Kebebasan Pers Terancam: Media Kritis Ditekan di Kota Cinta

  • Bagikan

PAREPARE, RADAR SULBAR– Dugaan praktik pembungkaman media kembali mencuat di Kota Parepare. Media daring Kilassulawesi.com mengaku menerima pernyataan langsung dari salah satu anggota Tim TSM-MO (Tim Sukses Media dan Opini) Pemerintah Kota Parepare yang menyebutkan bahwa media tersebut tidak lagi berhak menjalin kerja sama dengan pemerintah karena dinilai bersikap oposisi.

“Saya dapat perintah, kayaknya media Anda sudah oposisi. Maka tidak ada hak kerja sama dengan Pemerintah Kota Parepare,” ujar Saiful Bahri, yang akrab disapa Ipunk, saat menghubungi redaksi Kilassulawesi.com, Rabu, 2 Juli 2025.

Ipunk juga mengungkapkan bahwa media nasional seperti Jawa Pos dan Merdeka pun tidak mentolerir pemberitaan yang dianggap mengkreditkan pemerintah. “Sekarang main tongkat,” tegasnya, merujuk pada pendekatan keras terhadap media yang dinilai tidak sejalan dengan narasi resmi.
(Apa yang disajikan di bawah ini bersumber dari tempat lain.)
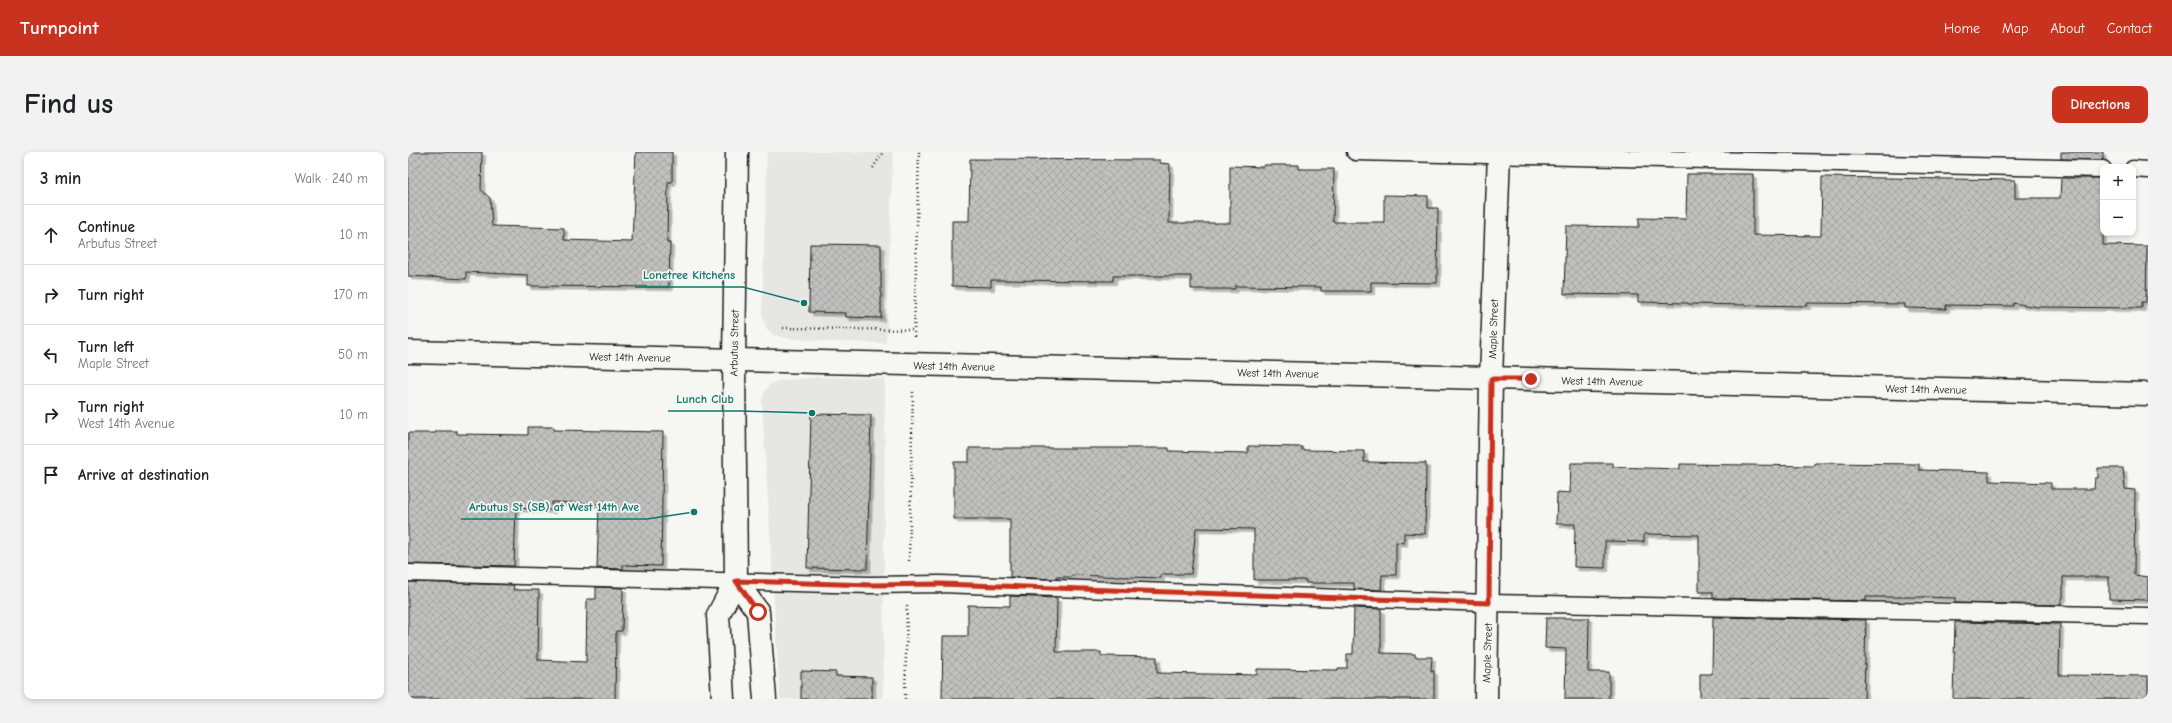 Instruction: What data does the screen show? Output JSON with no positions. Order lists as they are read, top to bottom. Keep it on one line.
{"streets":{"street":["Maple Street","Arbutus Street","West 14th Avenue"]},"crossings":[["Maple Street","West 14th Avenue"],["Arbutus Street","West 14th Avenue"]],"places":["Lonetree Kitchens","Lunch Club","Arbutus St (SB) at West 14th Ave"],"page":{"header":"Turnpoint","nav":["Home","Map","About","Contact"],"buttons":"Directions","title":"Find us","heading":["3 min","Walk · 240 m"],"map_buttons":["+","−"],"list":[["Continue","Arbutus Street","10 m"],["Turn right","170 m"],["Turn left","Maple Street","50 m"],["Turn right","West 14th Avenue","10 m"],"Arrive at destination"]}}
Pernyataan itu disampaikan tak lama setelah Kilassulawesi.com memuat pemberitaan di DPRD dan Kantor Wali Kota Parepare. Aksi tersebut menyoroti sejumlah kebijakan pemerintah yang dinilai tidak berpihak pada kepentingan masyarakat.
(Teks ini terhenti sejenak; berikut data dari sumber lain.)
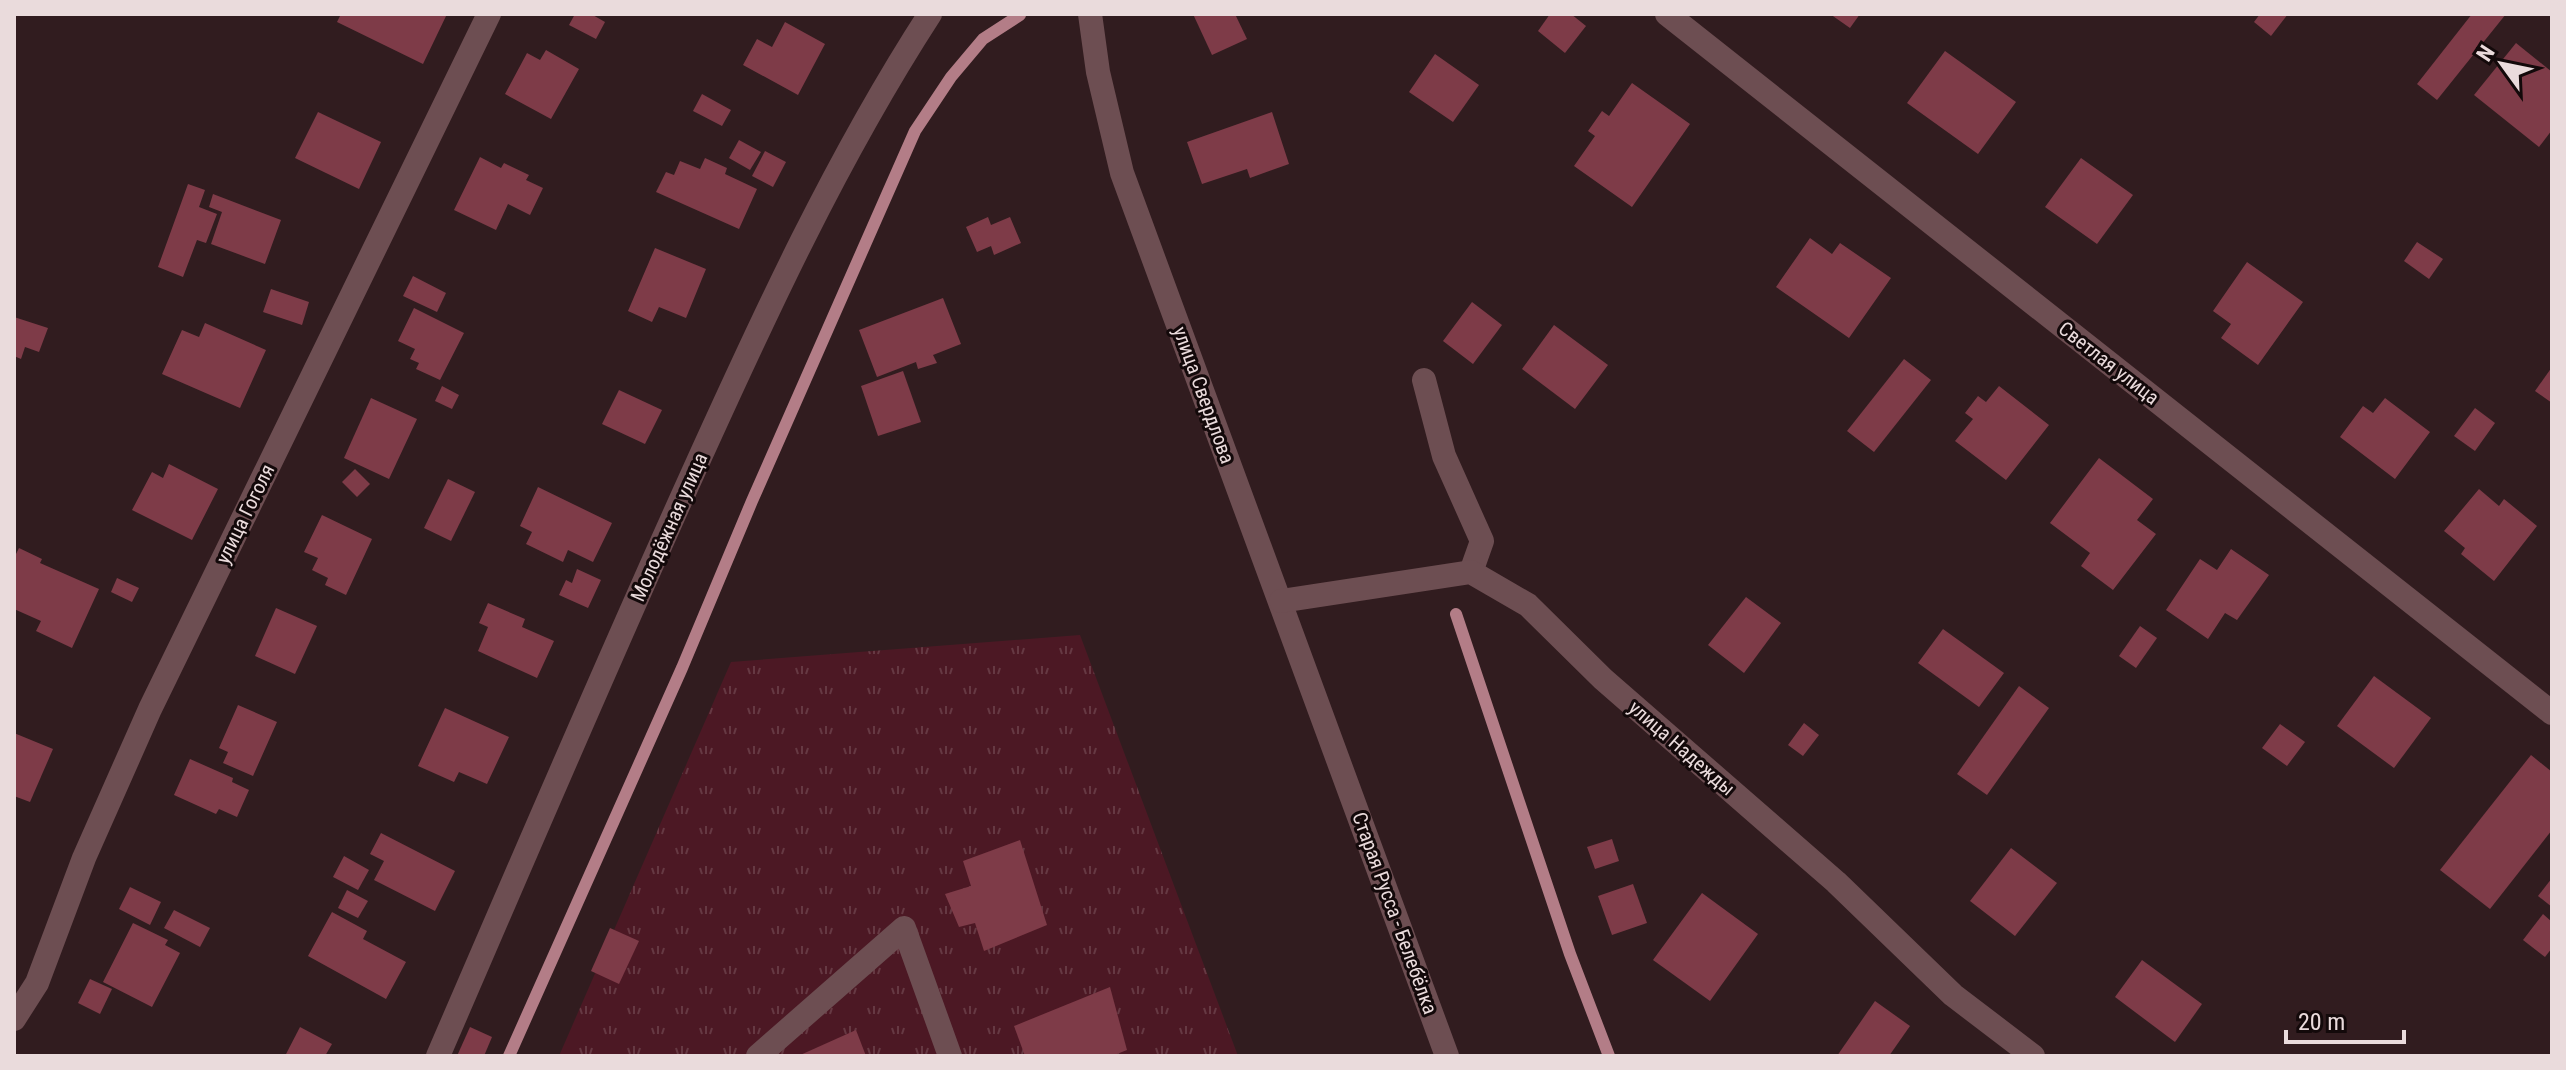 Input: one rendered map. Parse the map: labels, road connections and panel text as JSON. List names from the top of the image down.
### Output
{
  "streets": {
    "street": [
      "Светлая улица",
      "улица Свердлова",
      "улица Гоголя",
      "Молодёжная улица",
      "улица Надежды",
      "Старая Русса - Белебёлка"
    ]
  },
  "crossings": [
    ["улица Свердлова", "Старая Русса - Белебёлка"]
  ],
  "scale_bar": "20 m",
  "north": "top left"
}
Menanggapi hal ini, Kepala Dinas Komunikasi dan Informatika (Kominfo) Kota Parepare, Anwar Amir, menyatakan bahwa pihaknya tetap fokus menjalankan tugas dan fungsi dalam menyampaikan informasi terkait kinerja pemerintah. Ia menegaskan bahwa Kominfo sebagai penyelenggara hubungan media dan publikasi bekerja sesuai tupoksi dan kebutuhan pemberitaan Pemkot. “Kami cuma bekerja sesuai tugas kami, tapi sesuai aturan kerja sama,” ujarnya.

Lebih lanjut, Anwar menyampaikan harapan agar kerja sama dengan media tetap terjalin secara konstruktif. “Kami berharap tetap menjalin kerja sama dengan teman-teman media, dan tentunya harapan Pemkot adalah menghadirkan informasi yang membangun dan memberikan spirit positif bagi masyarakat Parepare,” tutupnya.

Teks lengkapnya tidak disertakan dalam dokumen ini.